_INFORMATION SHOWN_
[Start of section]
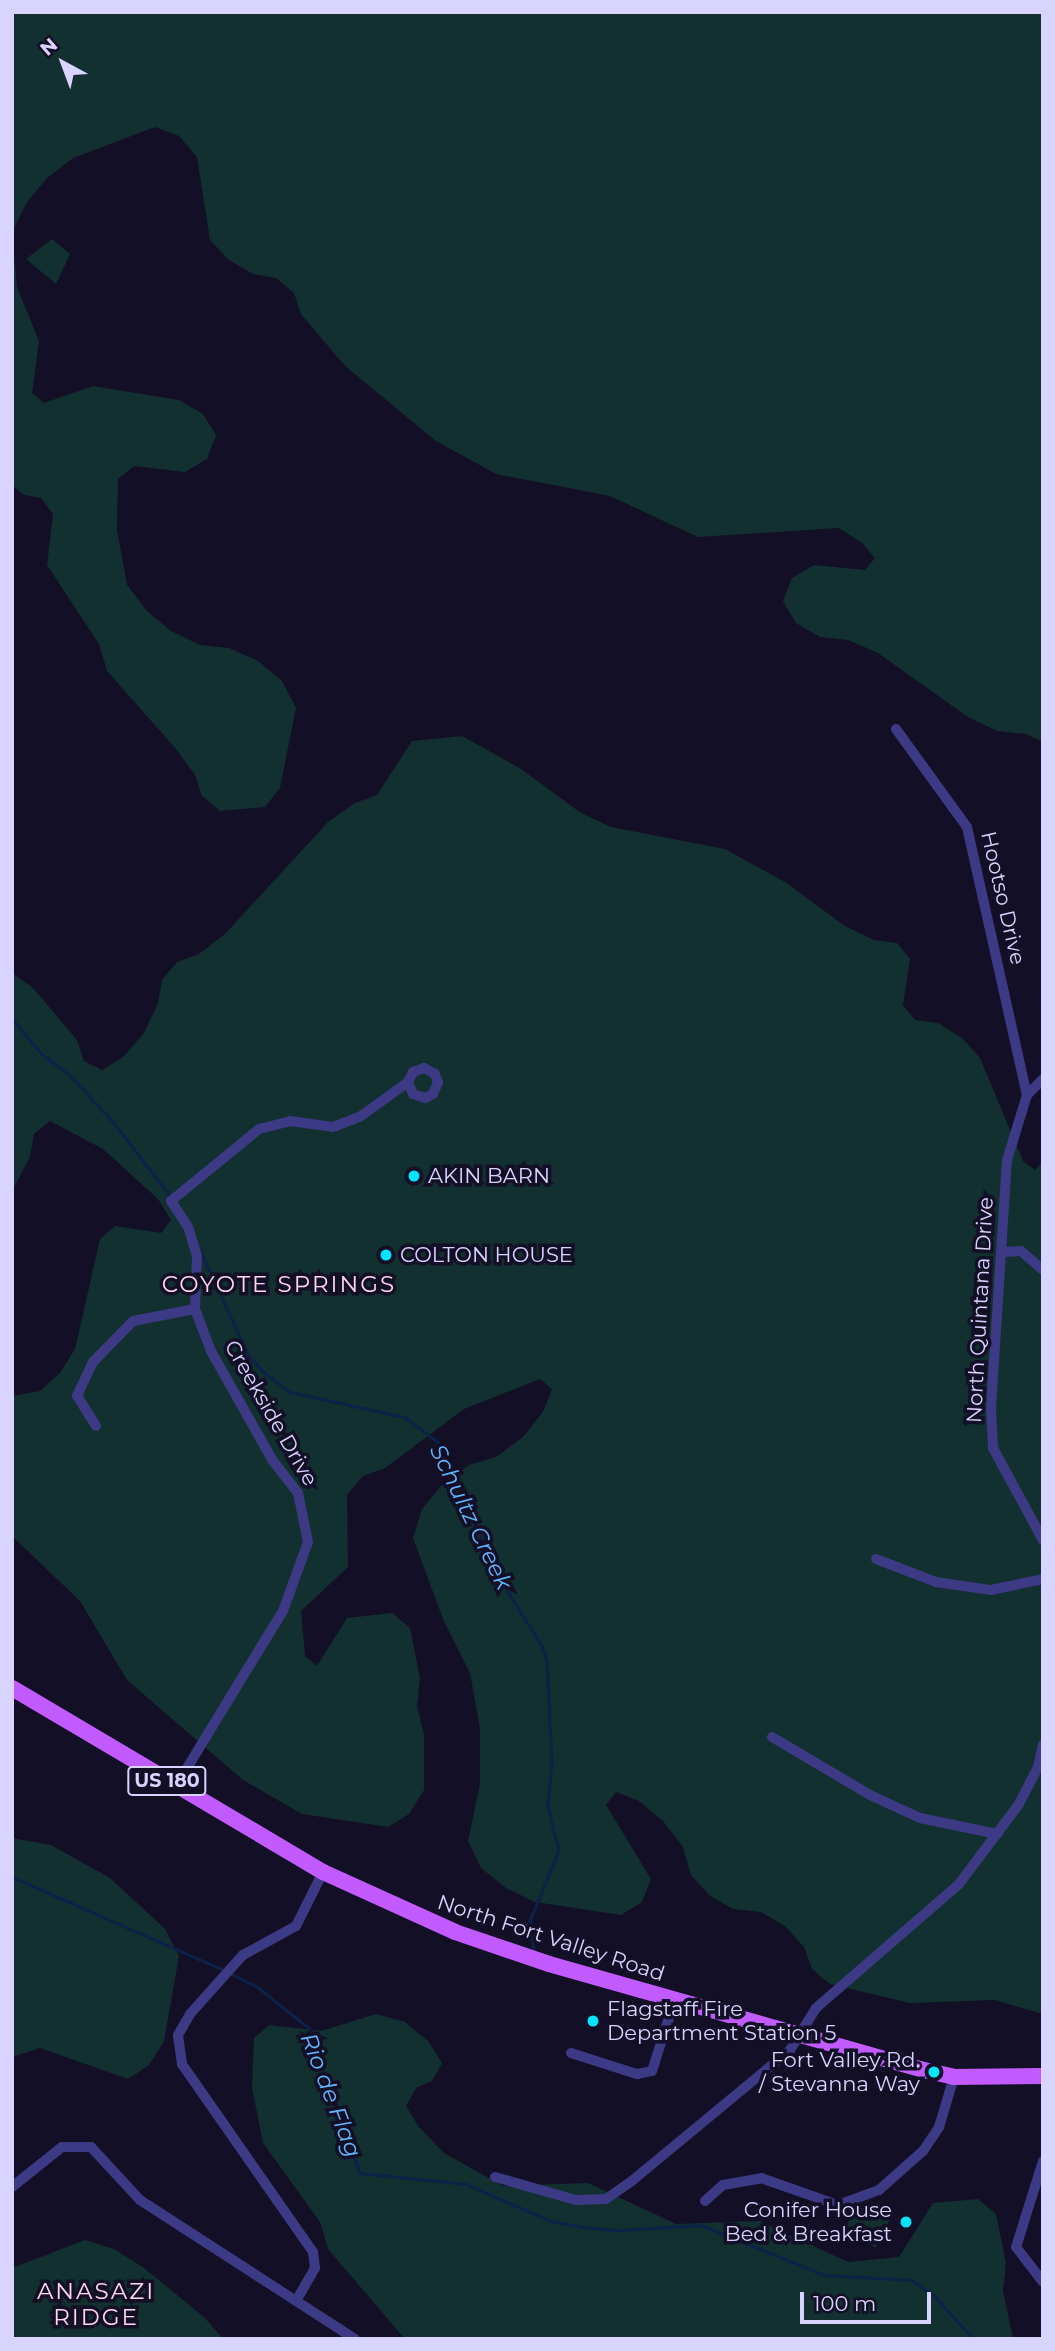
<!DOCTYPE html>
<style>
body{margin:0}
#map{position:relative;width:1055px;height:2351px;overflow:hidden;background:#130f26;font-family:Montserrat,sans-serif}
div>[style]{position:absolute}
.green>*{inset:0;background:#12302f}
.stream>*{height:2.5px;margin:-1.25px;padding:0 1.25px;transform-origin:1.25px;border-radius:1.25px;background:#0c2248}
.street>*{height:10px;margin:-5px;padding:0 5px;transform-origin:5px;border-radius:5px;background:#3d3a85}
.primary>*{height:16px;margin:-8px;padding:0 8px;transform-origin:8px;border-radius:8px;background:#c25bff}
.dots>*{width:19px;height:19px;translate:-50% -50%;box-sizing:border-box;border:4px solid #130f26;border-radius:50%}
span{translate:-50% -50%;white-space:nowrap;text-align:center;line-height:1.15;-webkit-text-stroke:7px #130f26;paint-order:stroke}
.shield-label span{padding:2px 5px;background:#130f26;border:2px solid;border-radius:5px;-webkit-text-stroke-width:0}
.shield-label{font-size:19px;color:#d9d4ff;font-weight:700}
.street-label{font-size:21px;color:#d9d4ff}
.poi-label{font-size:21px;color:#d9d4ff}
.left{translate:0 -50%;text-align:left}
.right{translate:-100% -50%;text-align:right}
.neighbourhood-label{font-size:23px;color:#ffd6f0;letter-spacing:2px}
.water-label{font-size:23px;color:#62b6ff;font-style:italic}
.frame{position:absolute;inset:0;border:14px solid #d9d4ff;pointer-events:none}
.north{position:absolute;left:28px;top:28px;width:70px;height:70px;-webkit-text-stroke:5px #130f26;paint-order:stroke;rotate:319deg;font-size:19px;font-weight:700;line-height:28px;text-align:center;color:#d9d4ff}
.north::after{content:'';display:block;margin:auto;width:24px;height:32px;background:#d9d4ff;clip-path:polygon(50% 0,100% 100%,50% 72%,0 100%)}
.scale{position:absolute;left:800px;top:2292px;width:131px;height:32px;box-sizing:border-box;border:4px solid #d9d4ff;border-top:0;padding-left:9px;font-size:21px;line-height:24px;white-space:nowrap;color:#d9d4ff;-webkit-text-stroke:5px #130f26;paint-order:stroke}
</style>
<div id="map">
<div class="green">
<div style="clip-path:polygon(12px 12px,1043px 12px,1043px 742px,1026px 734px,997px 731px,968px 717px,878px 653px,848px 640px,820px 637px,796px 623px,783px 601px,792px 578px,814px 565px,865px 570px,875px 558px,862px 543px,839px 528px,698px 537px,610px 496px,496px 474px,436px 441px,345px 366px,301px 314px,294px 293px,276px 278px,253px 274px,229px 260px,210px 240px,197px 157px,179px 136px,155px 127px,73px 158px,47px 178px,27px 202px,12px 232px)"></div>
<div style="clip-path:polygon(12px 233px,17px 287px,39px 341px,32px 393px,44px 403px,93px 386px,179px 400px,203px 414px,216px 435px,207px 459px,185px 472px,134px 466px,118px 479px,117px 530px,127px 585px,147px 611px,171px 631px,200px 645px,229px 648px,258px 661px,282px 681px,296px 708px,280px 788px,265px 807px,220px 811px,202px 796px,195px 775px,176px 749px,107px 671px,99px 644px,47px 565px,53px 514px,41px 498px,24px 495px,12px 485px)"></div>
<div style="clip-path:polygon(52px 239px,70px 254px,56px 284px,26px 259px)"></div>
<div style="clip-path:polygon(462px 736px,521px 769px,581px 813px,611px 827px,725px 849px,785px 882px,845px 926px,874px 940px,897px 943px,910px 959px,903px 1005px,915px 1020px,938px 1023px,962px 1038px,980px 1058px,1023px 1161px,1035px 1170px,1043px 1162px,1043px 2014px,995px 2000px,910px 2003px,830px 1984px,812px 1969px,804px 1947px,785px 1926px,761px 1912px,733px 1909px,709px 1895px,691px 1875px,683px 1847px,663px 1821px,639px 1801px,616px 1792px,606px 1805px,651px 1879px,642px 1902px,621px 1915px,535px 1902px,506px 1888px,481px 1868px,468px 1841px,480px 1784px,480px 1728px,470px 1673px,443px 1619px,413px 1538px,422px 1509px,442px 1485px,469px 1465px,496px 1457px,523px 1437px,543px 1412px,552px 1389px,540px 1379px,464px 1409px,385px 1468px,363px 1476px,347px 1495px,348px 1567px,301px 1611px,305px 1656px,317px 1666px,347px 1618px,392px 1613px,410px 1628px,420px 1678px,417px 1706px,424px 1734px,424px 1790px,409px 1814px,388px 1827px,302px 1814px,243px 1780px,127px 1680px,80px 1601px,12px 1536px,12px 1396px,40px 1391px,60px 1373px,75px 1349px,100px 1239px,115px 1226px,161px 1233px,171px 1220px,158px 1199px,103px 1149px,50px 1121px,34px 1134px,30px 1157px,12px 1191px,12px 973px,33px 988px,77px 1040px,84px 1061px,102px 1070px,123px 1057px,144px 1033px,158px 1003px,162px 980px,177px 962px,199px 954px,225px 934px,328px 822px,355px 803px,377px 795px,412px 741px)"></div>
<div style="clip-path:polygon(12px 1838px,51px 1845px,110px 1878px,165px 1929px,179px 1956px,164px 2041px,149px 2065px,128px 2079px,40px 2048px,12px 2057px)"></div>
<div style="clip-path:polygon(376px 2014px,405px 2022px,429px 2042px,442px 2063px,432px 2081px,416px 2088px,406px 2106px,419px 2127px,444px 2153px,503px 2186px,588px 2183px,676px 2224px,760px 2221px,848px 2262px,899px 2257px,933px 2203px,978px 2199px,996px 2214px,1006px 2263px,1003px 2291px,1013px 2339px,405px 2339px,328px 2249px,320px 2222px,263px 2143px,252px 2088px,254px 2038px,269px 2025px,321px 2031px)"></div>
<div style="clip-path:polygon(871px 2204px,890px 2219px,875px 2248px,845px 2224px)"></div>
<div style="clip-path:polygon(85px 2240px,114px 2249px,144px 2268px,205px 2318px,223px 2339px,12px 2339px,12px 2268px)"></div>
</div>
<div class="stream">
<div style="left:12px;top:1018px;width:47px;rotate:50.2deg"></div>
<div style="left:42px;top:1054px;width:38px;rotate:37deg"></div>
<div style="left:72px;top:1077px;width:62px;rotate:47.6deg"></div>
<div style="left:114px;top:1123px;width:95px;rotate:52.3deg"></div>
<div style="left:200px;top:1250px;width:117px;rotate:65.2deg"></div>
<div style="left:249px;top:1356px;width:22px;rotate:47deg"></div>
<div style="left:264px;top:1372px;width:33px;rotate:38deg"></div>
<div style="left:290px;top:1392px;width:118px;rotate:12.3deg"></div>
<div style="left:405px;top:1417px;width:43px;rotate:37.4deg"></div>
<div style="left:439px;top:1443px;width:143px;rotate:66.1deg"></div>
<div style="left:497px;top:1574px;width:85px;rotate:58deg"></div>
<div style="left:542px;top:1646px;width:15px;rotate:70deg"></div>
<div style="left:547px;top:1660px;width:102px;rotate:87.2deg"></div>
<div style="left:552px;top:1762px;width:45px;rotate:95.1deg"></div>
<div style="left:548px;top:1807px;width:45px;rotate:76deg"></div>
<div style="left:559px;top:1851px;width:76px;rotate:112.5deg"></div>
<div style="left:530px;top:1921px;width:30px;rotate:82deg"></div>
<div style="left:12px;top:1877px;width:232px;rotate:23.7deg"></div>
<div style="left:230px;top:1973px;width:33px;rotate:27deg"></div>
<div style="left:259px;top:1988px;width:64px;rotate:38.7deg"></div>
<div style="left:309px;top:2028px;width:154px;rotate:70.6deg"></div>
<div style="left:360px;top:2173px;width:107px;rotate:5.9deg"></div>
<div style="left:466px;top:2184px;width:93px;rotate:23.5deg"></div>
<div style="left:551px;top:2221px;width:32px;rotate:11deg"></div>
<div style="left:582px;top:2227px;width:38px;rotate:5deg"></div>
<div style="left:620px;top:2230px;width:81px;rotate:-3.5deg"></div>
<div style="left:701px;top:2225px;width:133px;rotate:22.1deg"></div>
<div style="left:824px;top:2275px;width:88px;rotate:3.3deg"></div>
<div style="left:912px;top:2280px;width:29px;rotate:36deg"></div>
<div style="left:935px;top:2297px;width:57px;rotate:47.1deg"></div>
</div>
<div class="street">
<div style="left:896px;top:729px;width:121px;rotate:54.1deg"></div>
<div style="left:967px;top:827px;width:275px;rotate:77.4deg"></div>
<div style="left:1043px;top:1079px;width:23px;rotate:135deg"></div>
<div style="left:1027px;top:1095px;width:68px;rotate:107.1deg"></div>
<div style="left:1007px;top:1160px;width:250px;rotate:93.7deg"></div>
<div style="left:991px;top:1409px;width:39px;rotate:87deg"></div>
<div style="left:993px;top:1448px;width:105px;rotate:61.5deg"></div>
<div style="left:1003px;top:1252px;width:18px;rotate:-3deg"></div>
<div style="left:1021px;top:1251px;width:29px;rotate:41deg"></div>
<div style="left:96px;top:1426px;width:36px;rotate:-122deg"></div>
<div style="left:77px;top:1396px;width:38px;rotate:-65deg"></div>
<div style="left:93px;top:1362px;width:57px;rotate:-45.7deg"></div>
<div style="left:133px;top:1321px;width:63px;rotate:-11deg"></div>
<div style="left:876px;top:1559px;width:64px;rotate:21deg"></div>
<div style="left:936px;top:1582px;width:56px;rotate:8.3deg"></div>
<div style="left:991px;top:1590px;width:53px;rotate:-11.9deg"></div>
<div style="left:772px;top:1737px;width:114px;rotate:30.6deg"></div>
<div style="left:870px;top:1795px;width:55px;rotate:24.7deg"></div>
<div style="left:920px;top:1818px;width:79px;rotate:11.7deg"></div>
<div style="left:176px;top:1786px;width:205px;rotate:-58.6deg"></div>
<div style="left:283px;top:1611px;width:73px;rotate:-70.1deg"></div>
<div style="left:308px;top:1542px;width:50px;rotate:-101.5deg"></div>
<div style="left:298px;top:1493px;width:41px;rotate:-128deg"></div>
<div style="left:273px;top:1461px;width:126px;rotate:-119.4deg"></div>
<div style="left:211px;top:1351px;width:45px;rotate:-110.9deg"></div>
<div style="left:195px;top:1309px;width:53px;rotate:-87.8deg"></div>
<div style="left:197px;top:1256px;width:30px;rotate:-107deg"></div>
<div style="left:188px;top:1227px;width:31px;rotate:-123deg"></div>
<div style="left:171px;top:1201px;width:114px;rotate:-39.3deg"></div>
<div style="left:259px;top:1129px;width:32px;rotate:-14deg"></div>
<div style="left:290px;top:1121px;width:43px;rotate:7.9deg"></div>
<div style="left:333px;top:1127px;width:30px;rotate:-21deg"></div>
<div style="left:361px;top:1116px;width:58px;rotate:-35.9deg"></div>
<div style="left:408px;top:1082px;width:13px;rotate:67deg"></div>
<div style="left:413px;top:1094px;width:13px;rotate:18deg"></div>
<div style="left:425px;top:1098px;width:9px;rotate:-27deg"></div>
<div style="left:433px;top:1094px;width:13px;rotate:-67deg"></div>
<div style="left:438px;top:1082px;width:9px;rotate:-111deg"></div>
<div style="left:435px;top:1074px;width:13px;rotate:-151deg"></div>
<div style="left:424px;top:1068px;width:12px;rotate:160deg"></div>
<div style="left:413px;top:1072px;width:11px;rotate:117deg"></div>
<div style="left:571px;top:2053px;width:69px;rotate:17.7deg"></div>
<div style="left:637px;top:2074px;width:15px;rotate:-11deg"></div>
<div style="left:652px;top:2071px;width:76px;rotate:-72.3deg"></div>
<div style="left:1043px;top:2161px;width:90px;rotate:107.4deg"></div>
<div style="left:1016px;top:2247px;width:44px;rotate:52.4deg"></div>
<div style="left:495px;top:2177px;width:84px;rotate:15.9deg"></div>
<div style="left:576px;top:2200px;width:30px;rotate:-2deg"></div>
<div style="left:606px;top:2199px;width:33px;rotate:-35deg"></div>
<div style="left:633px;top:2180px;width:204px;rotate:-39.6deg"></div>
<div style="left:790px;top:2050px;width:49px;rotate:-58.2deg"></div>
<div style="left:816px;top:2008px;width:189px;rotate:-40.9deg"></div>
<div style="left:959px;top:1884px;width:100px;rotate:-53.1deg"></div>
<div style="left:1019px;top:1804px;width:42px;rotate:-62.8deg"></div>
<div style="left:1038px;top:1767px;width:23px;rotate:-77deg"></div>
<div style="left:12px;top:2187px;width:64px;rotate:-38.7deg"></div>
<div style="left:62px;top:2147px;width:29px"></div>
<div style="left:91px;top:2147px;width:72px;rotate:47.2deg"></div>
<div style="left:140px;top:2200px;width:256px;rotate:32.9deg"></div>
<div style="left:705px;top:2201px;width:24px;rotate:-42deg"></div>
<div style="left:723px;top:2185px;width:39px;rotate:-10deg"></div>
<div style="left:761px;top:2178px;width:82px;rotate:19.3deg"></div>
<div style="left:838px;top:2205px;width:44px;rotate:-20.1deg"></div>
<div style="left:879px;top:2190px;width:59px;rotate:-41.6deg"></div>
<div style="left:923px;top:2151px;width:29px;rotate:-56deg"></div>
<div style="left:939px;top:2127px;width:52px;rotate:-73.3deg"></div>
<div style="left:296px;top:2301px;width:38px;rotate:-60deg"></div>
<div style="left:315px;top:2268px;width:16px;rotate:-97deg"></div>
<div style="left:313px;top:2252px;width:229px;rotate:-124.9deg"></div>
<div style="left:182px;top:2064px;width:29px;rotate:-98deg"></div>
<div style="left:178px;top:2035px;width:24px;rotate:-60deg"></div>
<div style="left:190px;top:2014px;width:79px;rotate:-48.1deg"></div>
<div style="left:243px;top:1955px;width:60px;rotate:-28.7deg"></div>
<div style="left:296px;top:1926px;width:60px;rotate:-63.4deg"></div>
</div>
<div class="primary">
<div style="left:12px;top:1688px;width:361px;rotate:30.6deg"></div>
<div style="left:323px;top:1872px;width:145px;rotate:24.4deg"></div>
<div style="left:455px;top:1932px;width:99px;rotate:18.8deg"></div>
<div style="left:549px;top:1964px;width:386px;rotate:15.8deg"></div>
<div style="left:920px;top:2069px;width:35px;rotate:13deg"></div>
<div style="left:954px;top:2077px;width:89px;rotate:-0.6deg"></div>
</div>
<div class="dots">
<div style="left:414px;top:1176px;background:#00e5ff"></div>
<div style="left:386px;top:1255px;background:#00e5ff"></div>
<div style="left:593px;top:2021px;background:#00e5ff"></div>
<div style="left:934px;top:2072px;background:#00e5ff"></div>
<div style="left:906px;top:2222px;background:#00e5ff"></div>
</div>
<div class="shield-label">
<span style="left:167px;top:1781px">US 180</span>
</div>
<div class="street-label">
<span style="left:1003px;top:898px;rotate:77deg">Hootso Drive</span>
<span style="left:980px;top:1310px;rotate:-87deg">North Quintana Drive</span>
<span style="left:271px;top:1413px;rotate:60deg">Creekside Drive</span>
<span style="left:551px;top:1938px;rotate:18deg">North Fort Valley Road</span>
</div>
<div class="poi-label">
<span class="left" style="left:428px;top:1176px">AKIN BARN</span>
<span class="left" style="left:400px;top:1255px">COLTON HOUSE</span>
<span class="left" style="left:607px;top:2021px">Flagstaff Fire<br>Department Station 5</span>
<span class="right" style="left:920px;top:2072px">Fort Valley Rd.<br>/ Stevanna Way</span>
<span class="right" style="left:892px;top:2222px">Conifer House<br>Bed &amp; Breakfast</span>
</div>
<div class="neighbourhood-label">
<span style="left:279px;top:1284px">COYOTE SPRINGS</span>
<span style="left:96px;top:2304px">ANASAZI<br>RIDGE</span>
</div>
<div class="water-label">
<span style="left:471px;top:1517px;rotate:64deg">Schultz Creek</span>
<span style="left:331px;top:2095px;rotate:69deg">Rio de Flag</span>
</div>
<div class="frame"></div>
<div class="north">N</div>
<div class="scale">100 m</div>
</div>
[End of section]
_ASSIGNMENT_
Go through the data line by line and work out how many lines contain "stream". Give only that number.

_RESPONSE TO THE EXERCISE_
2